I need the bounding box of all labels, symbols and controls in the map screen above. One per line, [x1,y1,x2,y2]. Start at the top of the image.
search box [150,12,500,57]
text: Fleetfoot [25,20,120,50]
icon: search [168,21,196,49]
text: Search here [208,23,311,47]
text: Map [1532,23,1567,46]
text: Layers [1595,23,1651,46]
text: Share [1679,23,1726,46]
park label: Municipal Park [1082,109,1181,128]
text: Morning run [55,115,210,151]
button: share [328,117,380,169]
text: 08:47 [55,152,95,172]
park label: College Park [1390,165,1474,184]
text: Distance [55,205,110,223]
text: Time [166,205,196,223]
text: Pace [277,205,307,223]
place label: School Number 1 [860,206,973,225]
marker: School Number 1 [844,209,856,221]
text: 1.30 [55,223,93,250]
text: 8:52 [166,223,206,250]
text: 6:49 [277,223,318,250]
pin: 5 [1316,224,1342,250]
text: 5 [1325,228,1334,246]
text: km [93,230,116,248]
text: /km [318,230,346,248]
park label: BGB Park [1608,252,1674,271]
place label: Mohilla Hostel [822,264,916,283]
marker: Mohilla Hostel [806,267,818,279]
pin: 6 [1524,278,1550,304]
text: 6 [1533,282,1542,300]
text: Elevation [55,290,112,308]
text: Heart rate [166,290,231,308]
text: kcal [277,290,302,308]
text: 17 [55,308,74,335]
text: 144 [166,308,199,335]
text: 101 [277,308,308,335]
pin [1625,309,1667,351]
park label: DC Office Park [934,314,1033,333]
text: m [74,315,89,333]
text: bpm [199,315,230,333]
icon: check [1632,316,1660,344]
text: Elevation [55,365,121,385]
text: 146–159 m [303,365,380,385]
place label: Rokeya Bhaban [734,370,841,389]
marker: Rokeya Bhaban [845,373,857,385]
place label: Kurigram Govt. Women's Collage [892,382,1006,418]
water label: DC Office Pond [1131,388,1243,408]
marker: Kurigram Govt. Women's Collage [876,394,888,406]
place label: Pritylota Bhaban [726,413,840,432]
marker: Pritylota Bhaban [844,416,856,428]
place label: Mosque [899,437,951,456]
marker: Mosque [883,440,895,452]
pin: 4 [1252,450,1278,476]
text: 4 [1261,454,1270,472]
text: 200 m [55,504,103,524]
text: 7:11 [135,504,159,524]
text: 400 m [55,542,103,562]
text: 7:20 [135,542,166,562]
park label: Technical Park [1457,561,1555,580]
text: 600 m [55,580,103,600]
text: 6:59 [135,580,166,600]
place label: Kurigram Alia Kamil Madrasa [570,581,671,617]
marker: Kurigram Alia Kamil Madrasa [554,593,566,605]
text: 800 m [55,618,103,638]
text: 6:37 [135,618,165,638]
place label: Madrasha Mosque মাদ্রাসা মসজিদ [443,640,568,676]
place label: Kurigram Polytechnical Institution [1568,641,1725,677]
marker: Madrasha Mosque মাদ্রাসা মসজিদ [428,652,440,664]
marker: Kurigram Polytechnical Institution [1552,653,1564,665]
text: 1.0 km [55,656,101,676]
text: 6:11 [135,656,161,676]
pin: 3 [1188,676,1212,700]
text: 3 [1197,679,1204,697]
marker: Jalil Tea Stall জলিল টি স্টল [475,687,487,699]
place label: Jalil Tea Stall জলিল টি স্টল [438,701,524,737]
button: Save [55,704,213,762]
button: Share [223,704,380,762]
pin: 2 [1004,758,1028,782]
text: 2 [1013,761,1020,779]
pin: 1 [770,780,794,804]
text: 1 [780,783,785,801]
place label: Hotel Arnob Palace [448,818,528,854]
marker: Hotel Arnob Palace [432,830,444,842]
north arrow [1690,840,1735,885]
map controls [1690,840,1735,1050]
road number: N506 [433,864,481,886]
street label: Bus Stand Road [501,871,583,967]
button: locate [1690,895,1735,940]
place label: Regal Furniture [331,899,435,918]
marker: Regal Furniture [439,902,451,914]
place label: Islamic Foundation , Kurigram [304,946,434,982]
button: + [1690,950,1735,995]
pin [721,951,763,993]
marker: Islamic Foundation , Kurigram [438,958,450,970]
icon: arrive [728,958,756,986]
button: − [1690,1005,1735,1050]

_ _ _ _ _

[WHAT YOU NEED TO DO] Return all of the entries word for word.

[FINISHED TASK]
I need the bounding box of all labels, symbols and controls in the map screen above. One per line, [x1,y1,x2,y2]. Start at the top of the image.
search box [150,12,500,57]
text: Fleetfoot [25,20,120,50]
icon: search [168,21,196,49]
text: Search here [208,23,311,47]
text: Map [1532,23,1567,46]
text: Layers [1595,23,1651,46]
text: Share [1679,23,1726,46]
park label: Municipal Park [1082,109,1181,128]
text: Morning run [55,115,210,151]
button: share [328,117,380,169]
text: 08:47 [55,152,95,172]
park label: College Park [1390,165,1474,184]
text: Distance [55,205,110,223]
text: Time [166,205,196,223]
text: Pace [277,205,307,223]
place label: School Number 1 [860,206,973,225]
marker: School Number 1 [844,209,856,221]
text: 1.30 [55,223,93,250]
text: 8:52 [166,223,206,250]
text: 6:49 [277,223,318,250]
pin: 5 [1316,224,1342,250]
text: 5 [1325,228,1334,246]
text: km [93,230,116,248]
text: /km [318,230,346,248]
park label: BGB Park [1608,252,1674,271]
place label: Mohilla Hostel [822,264,916,283]
marker: Mohilla Hostel [806,267,818,279]
pin: 6 [1524,278,1550,304]
text: 6 [1533,282,1542,300]
text: Elevation [55,290,112,308]
text: Heart rate [166,290,231,308]
text: kcal [277,290,302,308]
text: 17 [55,308,74,335]
text: 144 [166,308,199,335]
text: 101 [277,308,308,335]
pin [1625,309,1667,351]
park label: DC Office Park [934,314,1033,333]
text: m [74,315,89,333]
text: bpm [199,315,230,333]
icon: check [1632,316,1660,344]
text: Elevation [55,365,121,385]
text: 146–159 m [303,365,380,385]
place label: Rokeya Bhaban [734,370,841,389]
marker: Rokeya Bhaban [845,373,857,385]
place label: Kurigram Govt. Women's Collage [892,382,1006,418]
water label: DC Office Pond [1131,388,1243,408]
marker: Kurigram Govt. Women's Collage [876,394,888,406]
place label: Pritylota Bhaban [726,413,840,432]
marker: Pritylota Bhaban [844,416,856,428]
place label: Mosque [899,437,951,456]
marker: Mosque [883,440,895,452]
pin: 4 [1252,450,1278,476]
text: 4 [1261,454,1270,472]
text: 200 m [55,504,103,524]
text: 7:11 [135,504,159,524]
text: 400 m [55,542,103,562]
text: 7:20 [135,542,166,562]
park label: Technical Park [1457,561,1555,580]
text: 600 m [55,580,103,600]
text: 6:59 [135,580,166,600]
place label: Kurigram Alia Kamil Madrasa [570,581,671,617]
marker: Kurigram Alia Kamil Madrasa [554,593,566,605]
text: 800 m [55,618,103,638]
text: 6:37 [135,618,165,638]
place label: Madrasha Mosque মাদ্রাসা মসজিদ [443,640,568,676]
place label: Kurigram Polytechnical Institution [1568,641,1725,677]
marker: Madrasha Mosque মাদ্রাসা মসজিদ [428,652,440,664]
marker: Kurigram Polytechnical Institution [1552,653,1564,665]
text: 1.0 km [55,656,101,676]
text: 6:11 [135,656,161,676]
pin: 3 [1188,676,1212,700]
text: 3 [1197,679,1204,697]
marker: Jalil Tea Stall জলিল টি স্টল [475,687,487,699]
place label: Jalil Tea Stall জলিল টি স্টল [438,701,524,737]
button: Save [55,704,213,762]
button: Share [223,704,380,762]
pin: 2 [1004,758,1028,782]
text: 2 [1013,761,1020,779]
pin: 1 [770,780,794,804]
text: 1 [780,783,785,801]
place label: Hotel Arnob Palace [448,818,528,854]
marker: Hotel Arnob Palace [432,830,444,842]
north arrow [1690,840,1735,885]
map controls [1690,840,1735,1050]
road number: N506 [433,864,481,886]
street label: Bus Stand Road [501,871,583,967]
button: locate [1690,895,1735,940]
place label: Regal Furniture [331,899,435,918]
marker: Regal Furniture [439,902,451,914]
place label: Islamic Foundation , Kurigram [304,946,434,982]
button: + [1690,950,1735,995]
pin [721,951,763,993]
marker: Islamic Foundation , Kurigram [438,958,450,970]
icon: arrive [728,958,756,986]
button: − [1690,1005,1735,1050]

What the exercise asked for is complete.